# EXERCISE DIRECTIONS
What lines in the records below include the word "geometry"? Return each one.

-- LISTED ENTRIES follows --

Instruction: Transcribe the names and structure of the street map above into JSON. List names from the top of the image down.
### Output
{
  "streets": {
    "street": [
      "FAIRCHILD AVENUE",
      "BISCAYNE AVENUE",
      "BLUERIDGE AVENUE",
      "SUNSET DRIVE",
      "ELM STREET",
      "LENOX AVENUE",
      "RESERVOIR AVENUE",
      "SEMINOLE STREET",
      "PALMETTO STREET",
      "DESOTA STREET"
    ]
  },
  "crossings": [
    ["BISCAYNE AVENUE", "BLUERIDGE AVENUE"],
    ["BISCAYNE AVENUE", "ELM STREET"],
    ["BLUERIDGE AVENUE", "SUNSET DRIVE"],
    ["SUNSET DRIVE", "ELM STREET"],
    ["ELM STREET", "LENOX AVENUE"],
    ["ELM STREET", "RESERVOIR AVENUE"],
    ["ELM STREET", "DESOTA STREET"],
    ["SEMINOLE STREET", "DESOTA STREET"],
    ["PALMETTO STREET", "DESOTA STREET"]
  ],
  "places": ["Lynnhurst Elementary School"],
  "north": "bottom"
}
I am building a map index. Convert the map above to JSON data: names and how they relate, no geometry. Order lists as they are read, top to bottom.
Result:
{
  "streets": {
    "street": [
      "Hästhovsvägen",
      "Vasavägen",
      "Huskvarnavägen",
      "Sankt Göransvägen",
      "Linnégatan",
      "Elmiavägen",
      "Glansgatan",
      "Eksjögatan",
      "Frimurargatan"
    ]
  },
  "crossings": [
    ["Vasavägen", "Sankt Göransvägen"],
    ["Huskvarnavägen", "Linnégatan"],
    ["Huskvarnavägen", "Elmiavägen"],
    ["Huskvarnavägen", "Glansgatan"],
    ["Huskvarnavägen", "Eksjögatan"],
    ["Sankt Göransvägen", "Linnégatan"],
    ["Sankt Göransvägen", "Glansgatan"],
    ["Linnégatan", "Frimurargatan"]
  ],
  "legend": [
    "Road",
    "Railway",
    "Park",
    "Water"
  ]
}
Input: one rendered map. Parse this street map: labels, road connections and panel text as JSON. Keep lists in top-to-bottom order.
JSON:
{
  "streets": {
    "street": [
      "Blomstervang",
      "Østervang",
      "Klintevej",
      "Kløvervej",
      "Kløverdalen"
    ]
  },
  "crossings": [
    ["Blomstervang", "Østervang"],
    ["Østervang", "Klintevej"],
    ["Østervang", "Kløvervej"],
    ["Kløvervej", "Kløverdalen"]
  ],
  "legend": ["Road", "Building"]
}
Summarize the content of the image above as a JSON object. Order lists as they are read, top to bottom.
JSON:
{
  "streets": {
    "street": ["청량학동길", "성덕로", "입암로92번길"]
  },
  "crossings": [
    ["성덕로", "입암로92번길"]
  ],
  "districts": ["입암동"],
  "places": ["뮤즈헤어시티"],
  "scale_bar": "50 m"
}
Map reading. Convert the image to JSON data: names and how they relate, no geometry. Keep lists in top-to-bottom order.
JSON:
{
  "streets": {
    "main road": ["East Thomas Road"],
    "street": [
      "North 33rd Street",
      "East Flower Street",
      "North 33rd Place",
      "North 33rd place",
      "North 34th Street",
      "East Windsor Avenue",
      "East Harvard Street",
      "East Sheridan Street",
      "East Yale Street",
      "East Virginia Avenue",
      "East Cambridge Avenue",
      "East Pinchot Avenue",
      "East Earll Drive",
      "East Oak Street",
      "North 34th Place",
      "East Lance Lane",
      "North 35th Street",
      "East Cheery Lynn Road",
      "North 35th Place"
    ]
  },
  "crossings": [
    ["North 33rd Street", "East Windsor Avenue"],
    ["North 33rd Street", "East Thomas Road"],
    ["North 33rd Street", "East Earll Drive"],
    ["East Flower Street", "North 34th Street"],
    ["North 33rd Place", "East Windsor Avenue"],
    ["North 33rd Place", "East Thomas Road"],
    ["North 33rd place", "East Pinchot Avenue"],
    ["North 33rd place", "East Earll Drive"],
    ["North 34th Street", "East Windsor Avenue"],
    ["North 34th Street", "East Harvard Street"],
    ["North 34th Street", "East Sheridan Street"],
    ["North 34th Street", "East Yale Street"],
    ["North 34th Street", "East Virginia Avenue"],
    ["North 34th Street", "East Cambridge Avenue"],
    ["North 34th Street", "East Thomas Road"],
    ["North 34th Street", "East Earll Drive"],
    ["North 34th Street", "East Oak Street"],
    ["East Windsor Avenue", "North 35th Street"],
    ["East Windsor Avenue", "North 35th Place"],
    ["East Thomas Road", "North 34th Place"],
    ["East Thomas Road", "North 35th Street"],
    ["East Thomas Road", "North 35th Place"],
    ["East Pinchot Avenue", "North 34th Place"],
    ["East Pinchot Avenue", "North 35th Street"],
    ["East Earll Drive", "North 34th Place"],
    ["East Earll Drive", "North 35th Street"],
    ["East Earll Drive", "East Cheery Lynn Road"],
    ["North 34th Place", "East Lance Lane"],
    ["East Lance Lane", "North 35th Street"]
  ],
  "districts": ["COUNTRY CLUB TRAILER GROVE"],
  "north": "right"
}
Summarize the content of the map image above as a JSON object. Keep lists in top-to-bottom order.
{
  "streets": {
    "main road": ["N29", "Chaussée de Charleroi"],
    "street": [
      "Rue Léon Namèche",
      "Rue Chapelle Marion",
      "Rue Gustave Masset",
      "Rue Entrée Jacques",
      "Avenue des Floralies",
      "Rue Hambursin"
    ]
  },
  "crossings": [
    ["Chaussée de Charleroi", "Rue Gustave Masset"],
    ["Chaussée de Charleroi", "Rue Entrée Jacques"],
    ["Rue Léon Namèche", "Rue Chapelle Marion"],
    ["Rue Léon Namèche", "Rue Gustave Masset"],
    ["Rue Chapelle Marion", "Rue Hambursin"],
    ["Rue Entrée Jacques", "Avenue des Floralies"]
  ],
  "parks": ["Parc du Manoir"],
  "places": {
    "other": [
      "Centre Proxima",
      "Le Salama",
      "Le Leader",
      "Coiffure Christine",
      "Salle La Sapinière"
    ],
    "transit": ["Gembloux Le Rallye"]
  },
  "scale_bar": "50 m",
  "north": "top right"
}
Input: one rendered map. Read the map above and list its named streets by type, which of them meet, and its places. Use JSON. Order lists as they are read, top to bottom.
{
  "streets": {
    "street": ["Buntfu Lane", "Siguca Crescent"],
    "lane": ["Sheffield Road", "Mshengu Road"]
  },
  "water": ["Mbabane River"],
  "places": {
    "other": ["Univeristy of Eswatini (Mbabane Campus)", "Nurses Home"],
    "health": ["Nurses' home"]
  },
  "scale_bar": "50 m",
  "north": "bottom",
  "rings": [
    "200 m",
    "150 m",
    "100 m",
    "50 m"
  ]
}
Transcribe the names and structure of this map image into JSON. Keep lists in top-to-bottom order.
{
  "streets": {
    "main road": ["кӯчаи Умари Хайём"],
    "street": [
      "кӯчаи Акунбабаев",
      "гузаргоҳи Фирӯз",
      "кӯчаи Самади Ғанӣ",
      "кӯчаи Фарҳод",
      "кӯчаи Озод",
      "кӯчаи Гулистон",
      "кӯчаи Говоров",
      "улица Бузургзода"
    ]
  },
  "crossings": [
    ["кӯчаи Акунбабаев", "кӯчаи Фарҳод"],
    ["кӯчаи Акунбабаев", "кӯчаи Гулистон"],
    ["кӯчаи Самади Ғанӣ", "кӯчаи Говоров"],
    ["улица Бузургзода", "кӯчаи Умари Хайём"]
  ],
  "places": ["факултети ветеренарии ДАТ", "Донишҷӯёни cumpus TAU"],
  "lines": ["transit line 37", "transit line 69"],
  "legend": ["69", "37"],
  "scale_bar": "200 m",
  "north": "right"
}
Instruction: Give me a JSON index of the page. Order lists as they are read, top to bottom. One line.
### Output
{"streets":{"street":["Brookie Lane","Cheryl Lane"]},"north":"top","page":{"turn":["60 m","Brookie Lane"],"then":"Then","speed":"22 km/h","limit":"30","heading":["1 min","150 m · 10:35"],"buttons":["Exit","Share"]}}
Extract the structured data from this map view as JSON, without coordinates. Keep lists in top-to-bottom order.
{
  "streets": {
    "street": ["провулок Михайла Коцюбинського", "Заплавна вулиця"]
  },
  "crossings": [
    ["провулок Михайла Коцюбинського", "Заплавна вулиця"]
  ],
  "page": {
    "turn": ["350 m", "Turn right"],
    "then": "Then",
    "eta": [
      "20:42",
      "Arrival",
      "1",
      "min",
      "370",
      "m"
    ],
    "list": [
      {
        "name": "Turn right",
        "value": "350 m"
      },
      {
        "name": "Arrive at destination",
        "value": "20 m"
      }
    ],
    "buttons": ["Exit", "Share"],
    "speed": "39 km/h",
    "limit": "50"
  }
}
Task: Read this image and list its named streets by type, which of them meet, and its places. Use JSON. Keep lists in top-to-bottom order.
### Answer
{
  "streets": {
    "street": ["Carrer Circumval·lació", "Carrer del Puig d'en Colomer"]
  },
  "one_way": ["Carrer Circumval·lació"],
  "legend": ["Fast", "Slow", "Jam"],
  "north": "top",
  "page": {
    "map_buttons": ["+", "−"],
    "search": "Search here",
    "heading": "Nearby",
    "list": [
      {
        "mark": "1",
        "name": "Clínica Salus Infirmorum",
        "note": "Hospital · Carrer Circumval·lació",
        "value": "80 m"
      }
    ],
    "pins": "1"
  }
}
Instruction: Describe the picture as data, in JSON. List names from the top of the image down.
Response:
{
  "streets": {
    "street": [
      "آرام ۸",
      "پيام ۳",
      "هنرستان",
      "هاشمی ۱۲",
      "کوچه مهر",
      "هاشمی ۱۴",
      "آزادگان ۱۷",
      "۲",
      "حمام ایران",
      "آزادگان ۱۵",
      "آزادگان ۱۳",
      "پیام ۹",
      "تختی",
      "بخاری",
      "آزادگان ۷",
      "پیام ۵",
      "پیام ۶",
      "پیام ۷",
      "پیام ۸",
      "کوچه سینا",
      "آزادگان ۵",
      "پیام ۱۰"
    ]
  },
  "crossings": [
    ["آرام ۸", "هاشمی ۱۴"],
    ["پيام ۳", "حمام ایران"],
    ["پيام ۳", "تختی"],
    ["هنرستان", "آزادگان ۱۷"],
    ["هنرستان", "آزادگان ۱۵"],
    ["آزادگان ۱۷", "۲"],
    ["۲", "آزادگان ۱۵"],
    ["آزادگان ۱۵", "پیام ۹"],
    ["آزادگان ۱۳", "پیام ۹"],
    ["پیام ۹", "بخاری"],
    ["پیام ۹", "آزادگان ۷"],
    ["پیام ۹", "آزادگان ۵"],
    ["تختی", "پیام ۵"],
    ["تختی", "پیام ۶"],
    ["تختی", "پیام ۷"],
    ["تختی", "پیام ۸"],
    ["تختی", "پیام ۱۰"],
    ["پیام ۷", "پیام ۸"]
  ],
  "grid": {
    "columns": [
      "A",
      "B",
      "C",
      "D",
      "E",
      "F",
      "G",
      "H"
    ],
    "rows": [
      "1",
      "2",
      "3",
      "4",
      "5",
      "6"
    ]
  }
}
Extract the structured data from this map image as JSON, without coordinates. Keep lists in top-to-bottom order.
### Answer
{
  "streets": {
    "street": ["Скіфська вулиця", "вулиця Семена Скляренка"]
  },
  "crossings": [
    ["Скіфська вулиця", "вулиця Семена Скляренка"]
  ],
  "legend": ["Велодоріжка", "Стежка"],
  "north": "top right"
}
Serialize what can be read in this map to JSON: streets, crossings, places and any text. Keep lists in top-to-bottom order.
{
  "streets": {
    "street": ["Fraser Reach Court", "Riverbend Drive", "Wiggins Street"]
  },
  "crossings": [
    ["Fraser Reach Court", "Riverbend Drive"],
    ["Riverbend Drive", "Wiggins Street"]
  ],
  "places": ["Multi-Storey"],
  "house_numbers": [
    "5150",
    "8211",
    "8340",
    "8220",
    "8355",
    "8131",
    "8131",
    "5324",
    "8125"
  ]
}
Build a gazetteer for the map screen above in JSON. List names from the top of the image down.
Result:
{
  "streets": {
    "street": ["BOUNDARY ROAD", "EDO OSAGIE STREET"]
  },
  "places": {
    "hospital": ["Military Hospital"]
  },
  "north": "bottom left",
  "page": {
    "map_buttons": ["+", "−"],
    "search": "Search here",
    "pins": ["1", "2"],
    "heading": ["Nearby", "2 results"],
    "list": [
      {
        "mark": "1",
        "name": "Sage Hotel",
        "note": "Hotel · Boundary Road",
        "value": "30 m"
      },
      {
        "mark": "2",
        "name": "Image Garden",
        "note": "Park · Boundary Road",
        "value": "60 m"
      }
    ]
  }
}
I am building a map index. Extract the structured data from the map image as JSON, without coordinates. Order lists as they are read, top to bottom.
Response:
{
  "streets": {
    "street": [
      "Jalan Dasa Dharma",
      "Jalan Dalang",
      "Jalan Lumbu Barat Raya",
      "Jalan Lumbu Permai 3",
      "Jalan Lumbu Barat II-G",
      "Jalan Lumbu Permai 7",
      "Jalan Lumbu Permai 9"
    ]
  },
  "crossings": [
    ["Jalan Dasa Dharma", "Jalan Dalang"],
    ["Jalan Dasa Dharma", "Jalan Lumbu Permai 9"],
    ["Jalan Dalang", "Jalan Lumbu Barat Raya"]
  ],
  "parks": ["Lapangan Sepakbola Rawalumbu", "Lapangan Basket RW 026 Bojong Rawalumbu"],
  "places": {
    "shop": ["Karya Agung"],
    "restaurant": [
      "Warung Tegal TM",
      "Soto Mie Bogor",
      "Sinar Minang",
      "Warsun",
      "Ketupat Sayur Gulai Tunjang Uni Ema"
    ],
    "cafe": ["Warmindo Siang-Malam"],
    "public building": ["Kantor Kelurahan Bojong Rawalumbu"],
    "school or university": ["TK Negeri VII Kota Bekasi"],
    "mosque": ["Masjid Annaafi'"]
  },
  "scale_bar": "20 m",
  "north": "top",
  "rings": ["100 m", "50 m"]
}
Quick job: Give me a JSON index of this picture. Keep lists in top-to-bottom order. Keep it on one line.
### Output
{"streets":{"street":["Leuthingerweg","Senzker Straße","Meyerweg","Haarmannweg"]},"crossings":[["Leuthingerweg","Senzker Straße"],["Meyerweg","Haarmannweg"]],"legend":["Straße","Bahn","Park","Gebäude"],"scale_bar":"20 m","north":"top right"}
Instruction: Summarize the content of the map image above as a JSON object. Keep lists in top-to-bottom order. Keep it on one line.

-- LISTED ENTRIES concluded --

# SOLUTION FOR THIS EXERCISE
I am building a map index. Convert the map above to JSON data: names and how they relate, no geometry. Order lists as they are read, top to bottom.
Map reading. Convert the image to JSON data: names and how they relate, no geometry. Keep lists in top-to-bottom order.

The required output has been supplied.